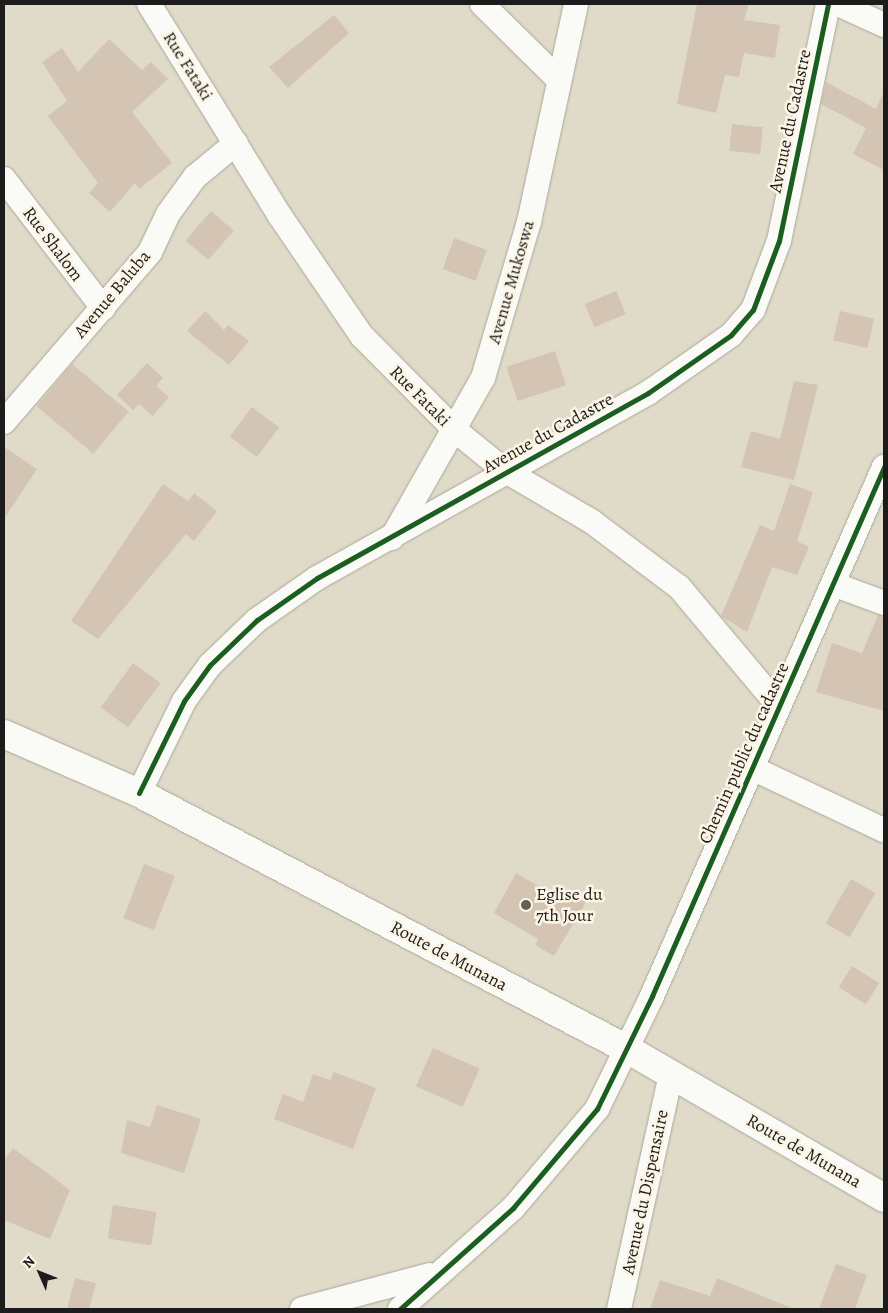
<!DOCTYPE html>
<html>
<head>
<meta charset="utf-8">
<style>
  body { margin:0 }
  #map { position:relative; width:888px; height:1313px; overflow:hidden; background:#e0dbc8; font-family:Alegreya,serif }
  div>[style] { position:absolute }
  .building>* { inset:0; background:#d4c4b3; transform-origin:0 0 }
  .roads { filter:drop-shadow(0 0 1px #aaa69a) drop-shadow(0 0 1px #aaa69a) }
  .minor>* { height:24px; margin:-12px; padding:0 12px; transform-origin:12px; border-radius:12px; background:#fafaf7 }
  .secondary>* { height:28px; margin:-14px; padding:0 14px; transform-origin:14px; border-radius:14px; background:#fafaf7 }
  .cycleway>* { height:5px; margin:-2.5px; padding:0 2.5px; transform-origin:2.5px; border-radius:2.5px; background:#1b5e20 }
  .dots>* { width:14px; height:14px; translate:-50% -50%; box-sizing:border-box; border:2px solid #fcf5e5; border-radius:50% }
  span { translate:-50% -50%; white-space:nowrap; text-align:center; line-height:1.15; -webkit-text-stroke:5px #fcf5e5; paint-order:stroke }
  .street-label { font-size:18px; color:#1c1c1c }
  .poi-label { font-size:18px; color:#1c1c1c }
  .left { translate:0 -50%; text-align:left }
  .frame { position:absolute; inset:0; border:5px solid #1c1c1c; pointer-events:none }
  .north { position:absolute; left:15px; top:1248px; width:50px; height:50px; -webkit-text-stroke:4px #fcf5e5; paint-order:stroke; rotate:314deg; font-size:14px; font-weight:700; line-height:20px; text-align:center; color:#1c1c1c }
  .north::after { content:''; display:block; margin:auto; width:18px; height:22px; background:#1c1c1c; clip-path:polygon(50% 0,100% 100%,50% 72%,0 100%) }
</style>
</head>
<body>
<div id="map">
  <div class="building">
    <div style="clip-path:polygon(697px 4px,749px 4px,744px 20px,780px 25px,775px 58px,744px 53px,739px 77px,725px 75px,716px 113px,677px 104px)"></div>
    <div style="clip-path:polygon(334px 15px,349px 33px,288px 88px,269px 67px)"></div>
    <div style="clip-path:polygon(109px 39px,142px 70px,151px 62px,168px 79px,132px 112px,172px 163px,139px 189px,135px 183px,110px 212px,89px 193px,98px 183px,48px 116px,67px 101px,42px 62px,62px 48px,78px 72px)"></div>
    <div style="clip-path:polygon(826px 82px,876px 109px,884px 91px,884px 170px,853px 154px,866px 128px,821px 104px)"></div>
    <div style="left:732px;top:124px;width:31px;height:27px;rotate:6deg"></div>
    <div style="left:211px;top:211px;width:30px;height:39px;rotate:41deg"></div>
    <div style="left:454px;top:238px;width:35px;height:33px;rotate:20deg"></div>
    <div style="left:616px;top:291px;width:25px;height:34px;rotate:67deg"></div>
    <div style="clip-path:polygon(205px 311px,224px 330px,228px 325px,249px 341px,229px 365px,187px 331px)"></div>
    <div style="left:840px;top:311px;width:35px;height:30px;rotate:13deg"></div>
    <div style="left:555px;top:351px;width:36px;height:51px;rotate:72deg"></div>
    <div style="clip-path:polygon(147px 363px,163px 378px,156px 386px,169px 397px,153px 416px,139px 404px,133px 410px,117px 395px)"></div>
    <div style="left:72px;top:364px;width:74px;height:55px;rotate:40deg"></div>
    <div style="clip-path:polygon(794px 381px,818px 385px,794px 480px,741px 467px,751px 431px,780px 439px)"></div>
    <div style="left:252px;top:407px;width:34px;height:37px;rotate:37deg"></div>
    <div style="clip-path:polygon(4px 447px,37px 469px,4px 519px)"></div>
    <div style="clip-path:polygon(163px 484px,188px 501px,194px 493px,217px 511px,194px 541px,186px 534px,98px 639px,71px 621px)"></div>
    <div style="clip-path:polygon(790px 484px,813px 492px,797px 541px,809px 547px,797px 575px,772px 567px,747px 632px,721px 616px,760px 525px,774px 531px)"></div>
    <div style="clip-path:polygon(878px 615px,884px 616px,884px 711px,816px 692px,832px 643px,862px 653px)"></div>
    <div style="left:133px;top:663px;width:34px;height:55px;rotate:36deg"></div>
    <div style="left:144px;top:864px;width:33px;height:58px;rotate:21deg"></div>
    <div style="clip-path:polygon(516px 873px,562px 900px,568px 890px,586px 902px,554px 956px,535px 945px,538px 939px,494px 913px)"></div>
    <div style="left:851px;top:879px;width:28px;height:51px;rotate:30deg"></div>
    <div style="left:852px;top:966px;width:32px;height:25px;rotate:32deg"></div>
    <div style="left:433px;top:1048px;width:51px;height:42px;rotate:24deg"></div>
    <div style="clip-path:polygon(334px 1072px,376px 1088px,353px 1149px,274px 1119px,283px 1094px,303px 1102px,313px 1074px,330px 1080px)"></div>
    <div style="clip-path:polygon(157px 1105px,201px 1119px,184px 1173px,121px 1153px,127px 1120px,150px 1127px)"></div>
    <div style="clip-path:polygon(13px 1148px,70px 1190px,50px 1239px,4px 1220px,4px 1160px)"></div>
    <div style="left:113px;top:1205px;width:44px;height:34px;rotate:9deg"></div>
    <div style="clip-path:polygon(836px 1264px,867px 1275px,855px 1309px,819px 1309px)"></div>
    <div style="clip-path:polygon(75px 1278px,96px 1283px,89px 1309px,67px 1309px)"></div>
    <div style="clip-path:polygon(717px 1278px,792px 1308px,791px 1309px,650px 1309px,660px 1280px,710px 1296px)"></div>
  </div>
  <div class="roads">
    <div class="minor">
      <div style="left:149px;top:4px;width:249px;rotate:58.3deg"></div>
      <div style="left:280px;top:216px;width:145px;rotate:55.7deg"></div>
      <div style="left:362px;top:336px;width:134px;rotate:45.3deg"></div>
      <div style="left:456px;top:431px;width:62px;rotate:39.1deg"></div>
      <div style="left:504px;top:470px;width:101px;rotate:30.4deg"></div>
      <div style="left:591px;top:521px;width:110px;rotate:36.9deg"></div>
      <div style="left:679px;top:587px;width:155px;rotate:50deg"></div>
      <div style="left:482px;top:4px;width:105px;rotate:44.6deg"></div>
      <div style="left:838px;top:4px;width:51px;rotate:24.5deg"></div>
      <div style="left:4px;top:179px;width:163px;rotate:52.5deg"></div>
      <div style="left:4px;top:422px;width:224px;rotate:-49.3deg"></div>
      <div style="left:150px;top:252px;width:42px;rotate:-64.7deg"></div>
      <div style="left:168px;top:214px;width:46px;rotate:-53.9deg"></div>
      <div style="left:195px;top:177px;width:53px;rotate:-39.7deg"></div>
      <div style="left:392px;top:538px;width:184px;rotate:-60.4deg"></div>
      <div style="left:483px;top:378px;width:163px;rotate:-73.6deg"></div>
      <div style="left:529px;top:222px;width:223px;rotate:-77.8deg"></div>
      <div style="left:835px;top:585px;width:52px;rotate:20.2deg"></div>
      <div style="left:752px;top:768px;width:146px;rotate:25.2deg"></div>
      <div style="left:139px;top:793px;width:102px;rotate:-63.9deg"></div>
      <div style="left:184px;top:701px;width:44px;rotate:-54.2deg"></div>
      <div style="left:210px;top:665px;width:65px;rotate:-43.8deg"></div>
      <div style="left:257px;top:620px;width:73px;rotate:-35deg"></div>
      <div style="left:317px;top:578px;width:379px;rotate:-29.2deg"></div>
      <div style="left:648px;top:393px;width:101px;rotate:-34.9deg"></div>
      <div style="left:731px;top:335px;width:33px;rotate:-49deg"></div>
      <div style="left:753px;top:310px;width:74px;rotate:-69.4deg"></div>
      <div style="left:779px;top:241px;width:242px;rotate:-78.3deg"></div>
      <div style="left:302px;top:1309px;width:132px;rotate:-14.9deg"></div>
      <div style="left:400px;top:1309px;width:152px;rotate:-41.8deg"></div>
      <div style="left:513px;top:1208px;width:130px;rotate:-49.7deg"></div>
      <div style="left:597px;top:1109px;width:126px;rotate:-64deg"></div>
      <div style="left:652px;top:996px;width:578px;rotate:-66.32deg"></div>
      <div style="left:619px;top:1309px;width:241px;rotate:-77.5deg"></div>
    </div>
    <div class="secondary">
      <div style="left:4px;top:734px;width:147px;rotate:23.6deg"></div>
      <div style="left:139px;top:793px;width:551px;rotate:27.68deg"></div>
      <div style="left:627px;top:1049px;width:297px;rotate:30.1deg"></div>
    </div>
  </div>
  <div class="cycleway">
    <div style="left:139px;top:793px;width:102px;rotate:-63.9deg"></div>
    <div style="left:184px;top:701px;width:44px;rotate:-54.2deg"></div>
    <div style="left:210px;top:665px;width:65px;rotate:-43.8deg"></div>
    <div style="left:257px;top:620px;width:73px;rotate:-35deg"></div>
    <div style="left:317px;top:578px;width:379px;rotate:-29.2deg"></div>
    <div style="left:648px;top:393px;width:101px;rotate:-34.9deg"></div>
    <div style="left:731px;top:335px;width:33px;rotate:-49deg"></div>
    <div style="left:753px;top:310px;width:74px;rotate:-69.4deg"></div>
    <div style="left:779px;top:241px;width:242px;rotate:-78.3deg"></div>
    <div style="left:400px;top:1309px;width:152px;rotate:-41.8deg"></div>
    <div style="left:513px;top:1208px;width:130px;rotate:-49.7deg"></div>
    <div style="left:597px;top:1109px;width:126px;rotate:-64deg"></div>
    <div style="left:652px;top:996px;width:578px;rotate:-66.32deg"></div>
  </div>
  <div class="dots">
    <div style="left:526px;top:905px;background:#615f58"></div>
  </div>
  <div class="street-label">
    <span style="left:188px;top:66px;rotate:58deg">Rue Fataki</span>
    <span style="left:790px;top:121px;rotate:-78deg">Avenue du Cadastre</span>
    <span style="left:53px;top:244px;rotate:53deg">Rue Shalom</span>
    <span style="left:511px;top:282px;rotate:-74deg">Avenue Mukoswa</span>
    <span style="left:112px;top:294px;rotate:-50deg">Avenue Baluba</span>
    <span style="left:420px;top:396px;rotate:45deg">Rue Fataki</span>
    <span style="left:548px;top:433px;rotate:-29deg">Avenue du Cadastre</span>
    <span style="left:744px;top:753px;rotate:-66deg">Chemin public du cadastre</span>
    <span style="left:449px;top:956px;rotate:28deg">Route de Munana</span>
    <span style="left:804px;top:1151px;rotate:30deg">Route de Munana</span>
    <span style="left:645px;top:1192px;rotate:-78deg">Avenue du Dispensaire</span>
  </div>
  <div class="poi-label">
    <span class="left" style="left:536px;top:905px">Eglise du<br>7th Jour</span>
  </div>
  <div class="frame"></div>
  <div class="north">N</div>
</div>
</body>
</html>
========================================================================
### YOUR TASK
Repeat, exactly and in full, each line from the start of the data to the line that contains "filter:drop-shadow(0 0 1px". Pictures do not go in.

### SOLVED PROBLEM
<!DOCTYPE html>
<html>
<head>
<meta charset="utf-8">
<style>
  body { margin:0 }
  #map { position:relative; width:888px; height:1313px; overflow:hidden; background:#e0dbc8; font-family:Alegreya,serif }
  div>[style] { position:absolute }
  .building>* { inset:0; background:#d4c4b3; transform-origin:0 0 }
  .roads { filter:drop-shadow(0 0 1px #aaa69a) drop-shadow(0 0 1px #aaa69a) }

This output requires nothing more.